## [MATERIAL TO PROCESS]
****

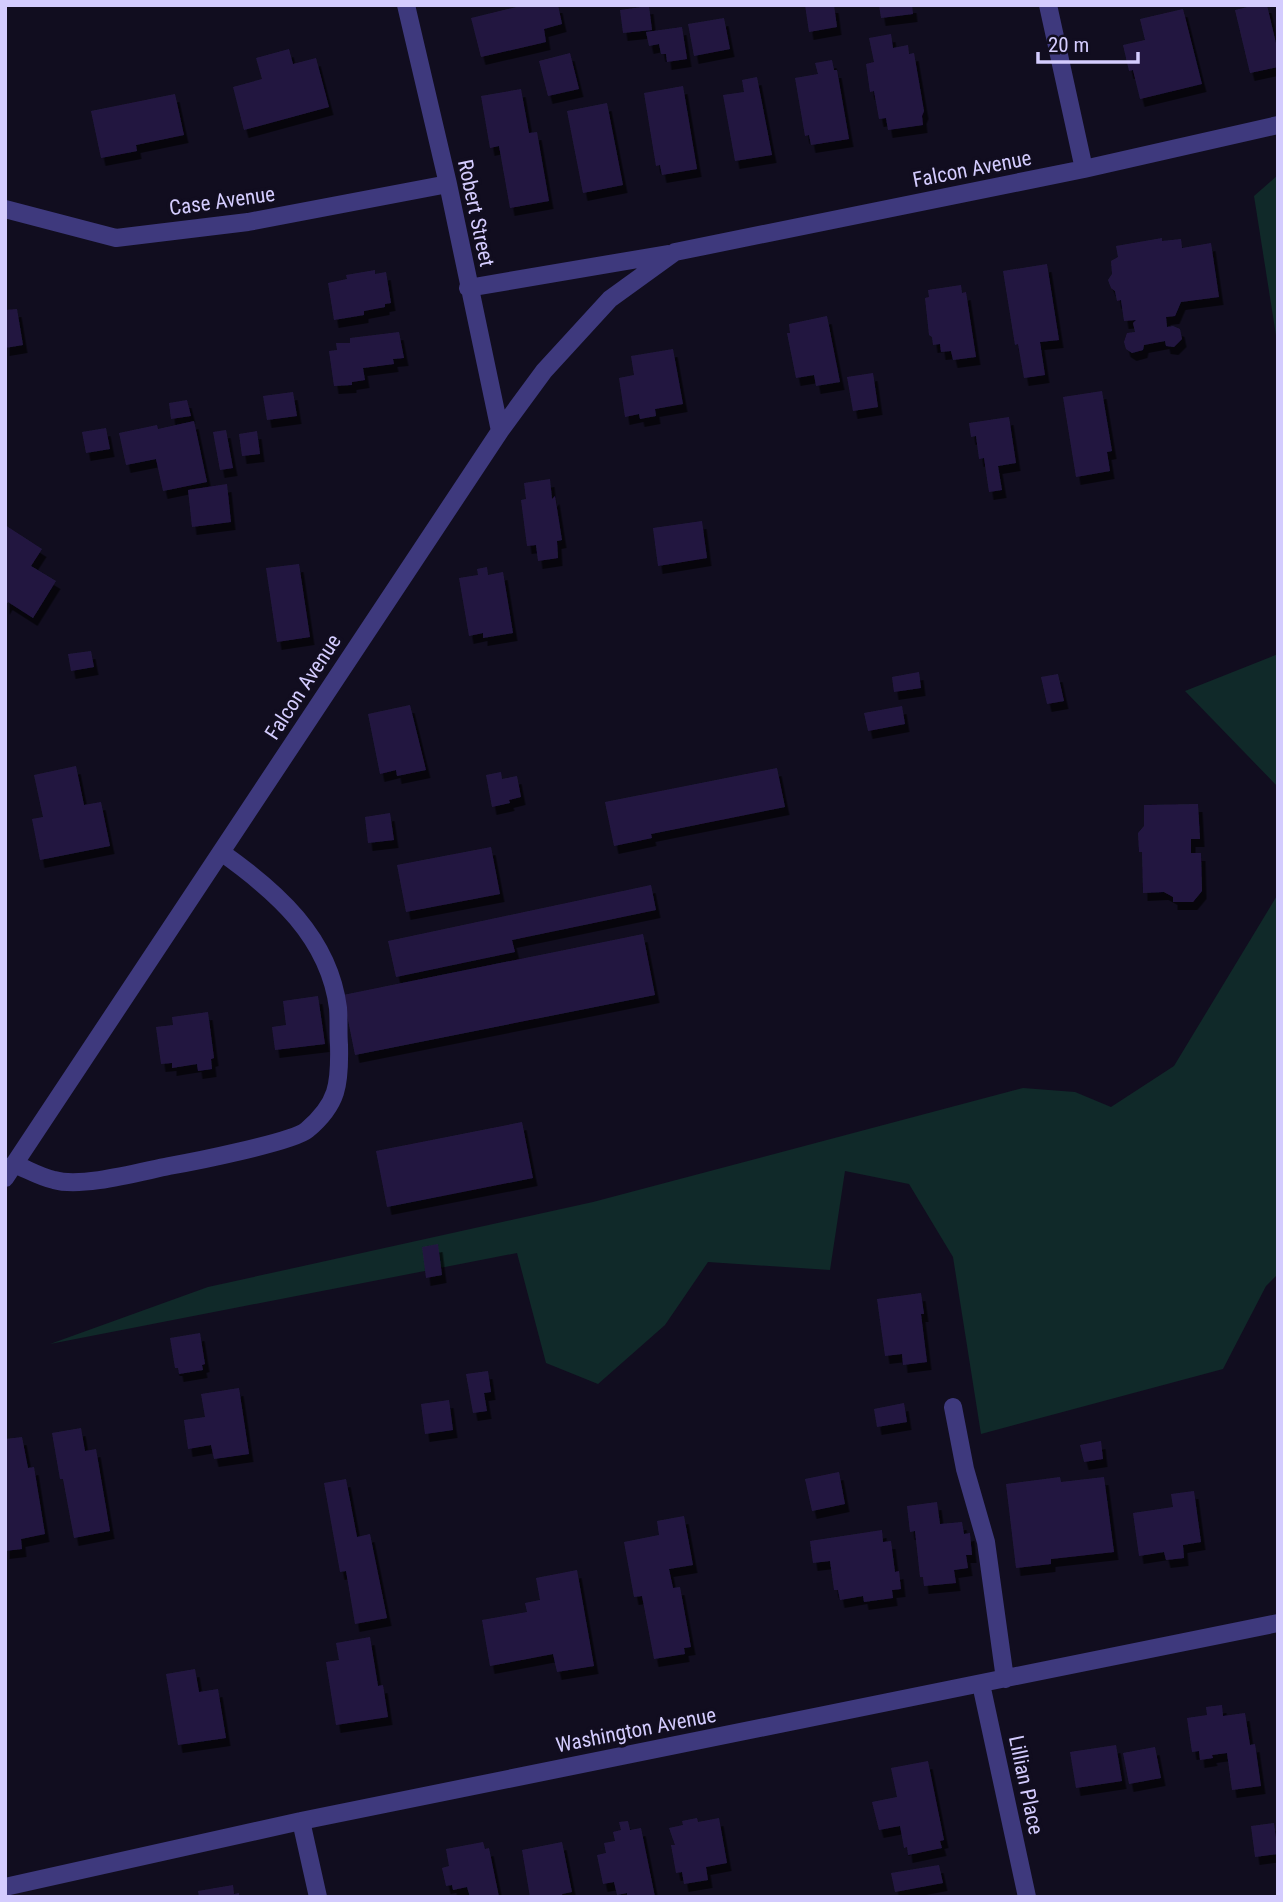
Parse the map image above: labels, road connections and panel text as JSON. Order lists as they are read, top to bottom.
{
  "streets": {
    "street": [
      "Falcon Avenue",
      "Case Avenue",
      "Robert Street",
      "Washington Avenue",
      "Lillian Place"
    ]
  },
  "crossings": [
    ["Falcon Avenue", "Robert Street"],
    ["Case Avenue", "Robert Street"],
    ["Washington Avenue", "Lillian Place"]
  ],
  "scale_bar": "20 m"
}
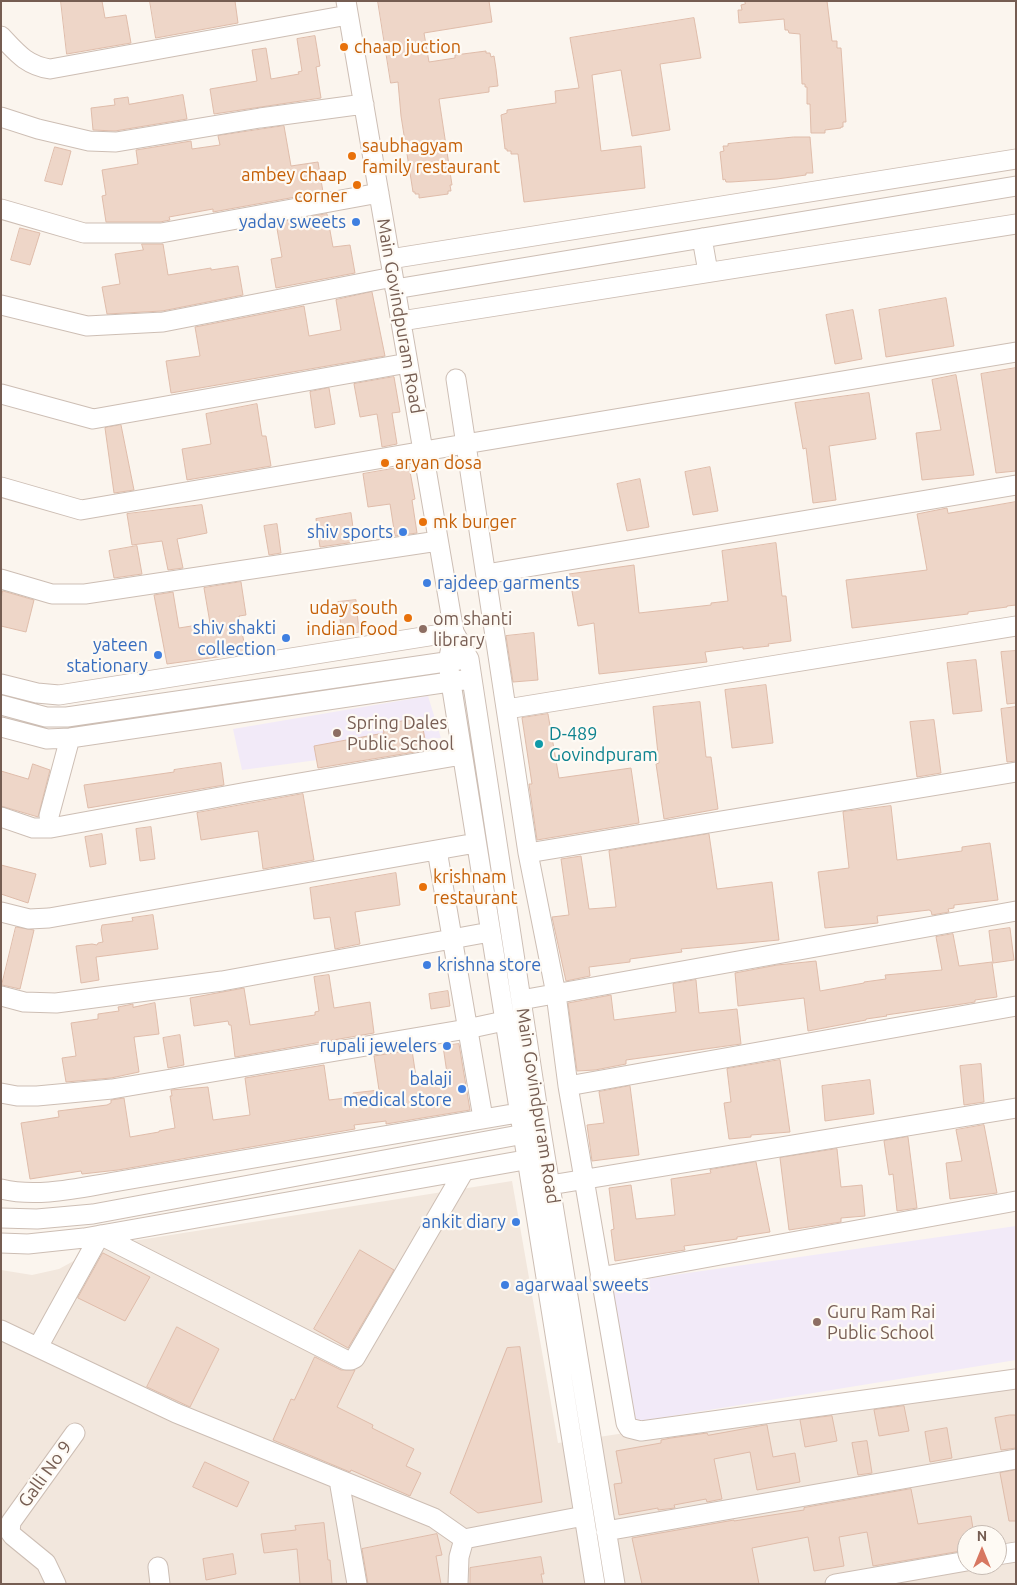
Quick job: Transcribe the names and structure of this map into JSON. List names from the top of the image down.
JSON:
{
  "streets": {
    "street": ["Main Govindpuram Road", "Galli No 9"]
  },
  "places": [
    "chaap juction",
    "saubhagyam family restaurant",
    "ambey chaap corner",
    "yadav sweets",
    "aryan dosa",
    "mk burger",
    "shiv sports",
    "rajdeep garments",
    "uday south indian food",
    "om shanti library",
    "shiv shakti collection",
    "yateen stationary",
    "Spring Dales Public School",
    "D-489 Govindpuram",
    "krishnam restaurant",
    "krishna store",
    "rupali jewelers",
    "balaji medical store",
    "ankit diary",
    "agarwaal sweets",
    "Guru Ram Rai Public School"
  ],
  "north": "top"
}
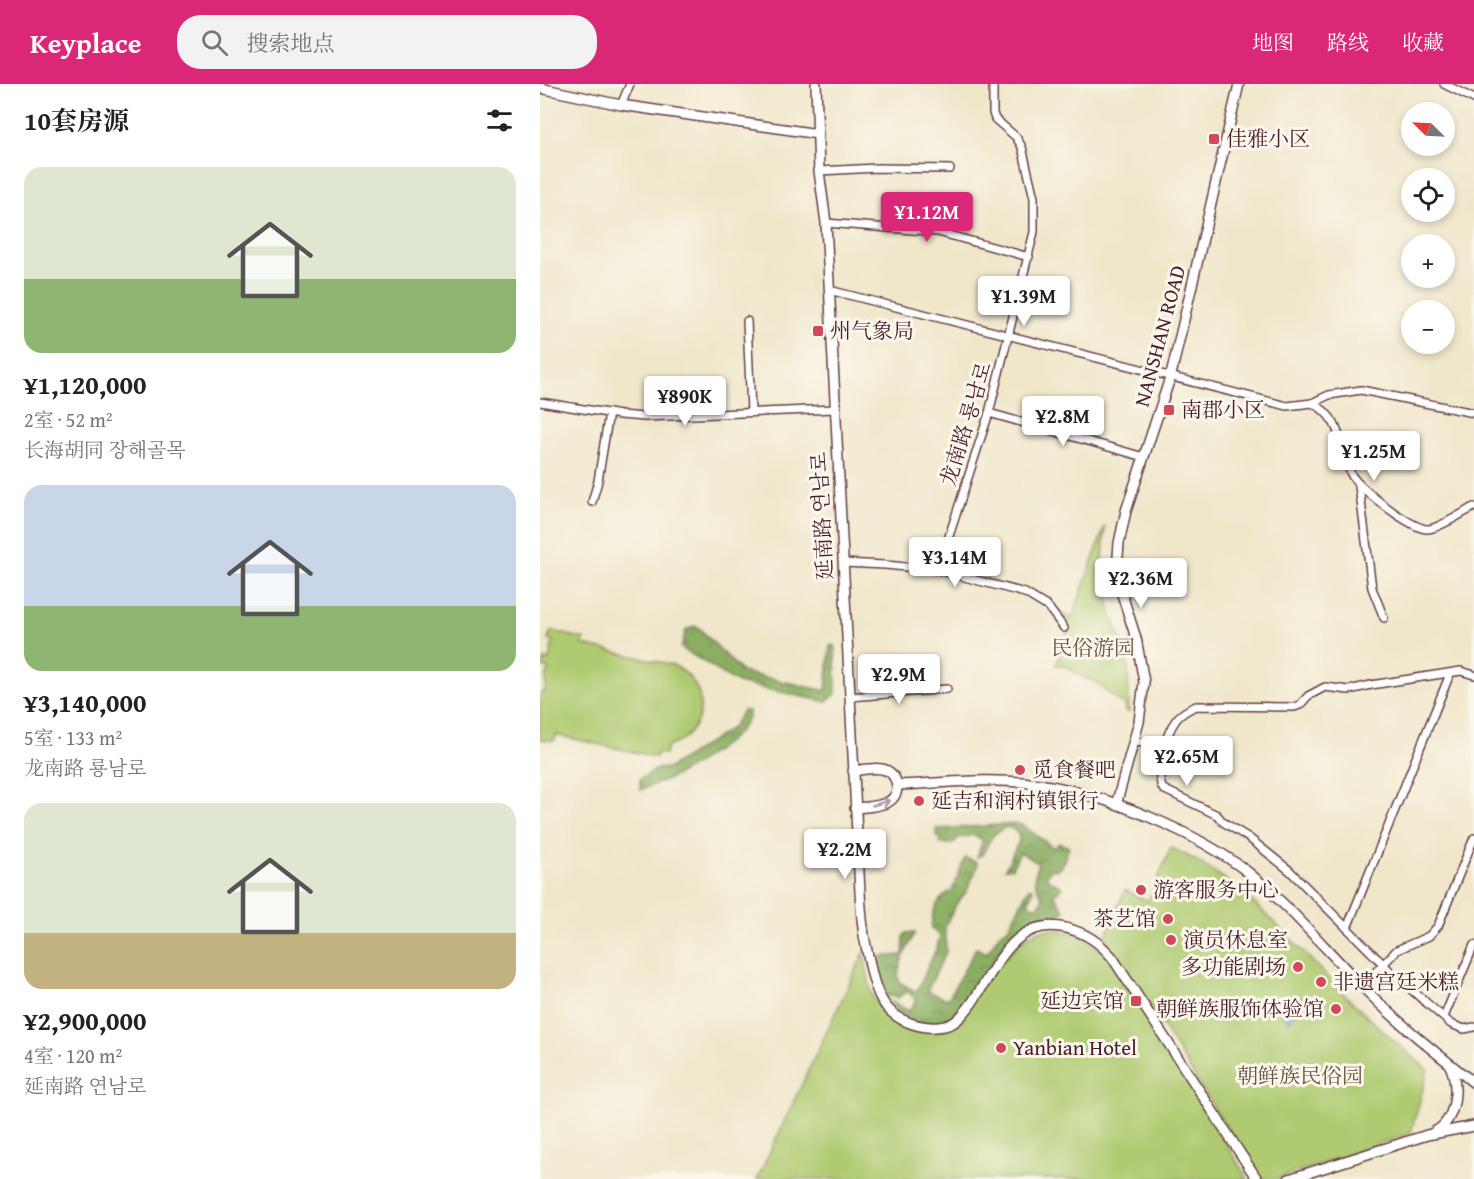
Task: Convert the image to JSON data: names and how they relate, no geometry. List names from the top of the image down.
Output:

****

## [PROBLEM TO SOLVE]
Excluding pictures, reproduce the listing above exactly as it stands.

## [ANSWER BELOW]
Parse the map image above: labels, road connections and panel text as JSON. Order lists as they are read, top to bottom.
{
  "streets": {
    "street": [
      "Falcon Avenue",
      "Case Avenue",
      "Robert Street",
      "Washington Avenue",
      "Lillian Place"
    ]
  },
  "crossings": [
    ["Falcon Avenue", "Robert Street"],
    ["Case Avenue", "Robert Street"],
    ["Washington Avenue", "Lillian Place"]
  ],
  "scale_bar": "20 m"
}
Quick job: Transcribe the names and structure of this map into JSON. List names from the top of the image down.
JSON:
{
  "streets": {
    "street": ["Main Govindpuram Road", "Galli No 9"]
  },
  "places": [
    "chaap juction",
    "saubhagyam family restaurant",
    "ambey chaap corner",
    "yadav sweets",
    "aryan dosa",
    "mk burger",
    "shiv sports",
    "rajdeep garments",
    "uday south indian food",
    "om shanti library",
    "shiv shakti collection",
    "yateen stationary",
    "Spring Dales Public School",
    "D-489 Govindpuram",
    "krishnam restaurant",
    "krishna store",
    "rupali jewelers",
    "balaji medical store",
    "ankit diary",
    "agarwaal sweets",
    "Guru Ram Rai Public School"
  ],
  "north": "top"
}
Task: Convert the image to JSON data: names and how they relate, no geometry. List names from the top of the image down.
Output:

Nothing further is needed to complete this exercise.